The task >> Output the entries that follow, word for word.

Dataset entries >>
------------------------------
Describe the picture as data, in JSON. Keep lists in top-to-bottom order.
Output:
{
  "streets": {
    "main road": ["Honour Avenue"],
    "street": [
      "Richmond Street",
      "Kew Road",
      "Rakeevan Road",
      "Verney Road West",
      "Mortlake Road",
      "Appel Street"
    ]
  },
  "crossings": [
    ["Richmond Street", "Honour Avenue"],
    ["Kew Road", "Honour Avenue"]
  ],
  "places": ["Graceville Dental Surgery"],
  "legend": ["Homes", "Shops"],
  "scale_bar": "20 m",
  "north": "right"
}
------------------------------
Written response >>
Describe the picture as data, in JSON. Keep lists in top-to-bottom order.
Output:
{
  "streets": {
    "main road": ["Honour Avenue"],
    "street": [
      "Richmond Street",
      "Kew Road",
      "Rakeevan Road",
      "Verney Road West",
      "Mortlake Road",
      "Appel Street"
    ]
  },
  "crossings": [
    ["Richmond Street", "Honour Avenue"],
    ["Kew Road", "Honour Avenue"]
  ],
  "places": ["Graceville Dental Surgery"],
  "legend": ["Homes", "Shops"],
  "scale_bar": "20 m",
  "north": "right"
}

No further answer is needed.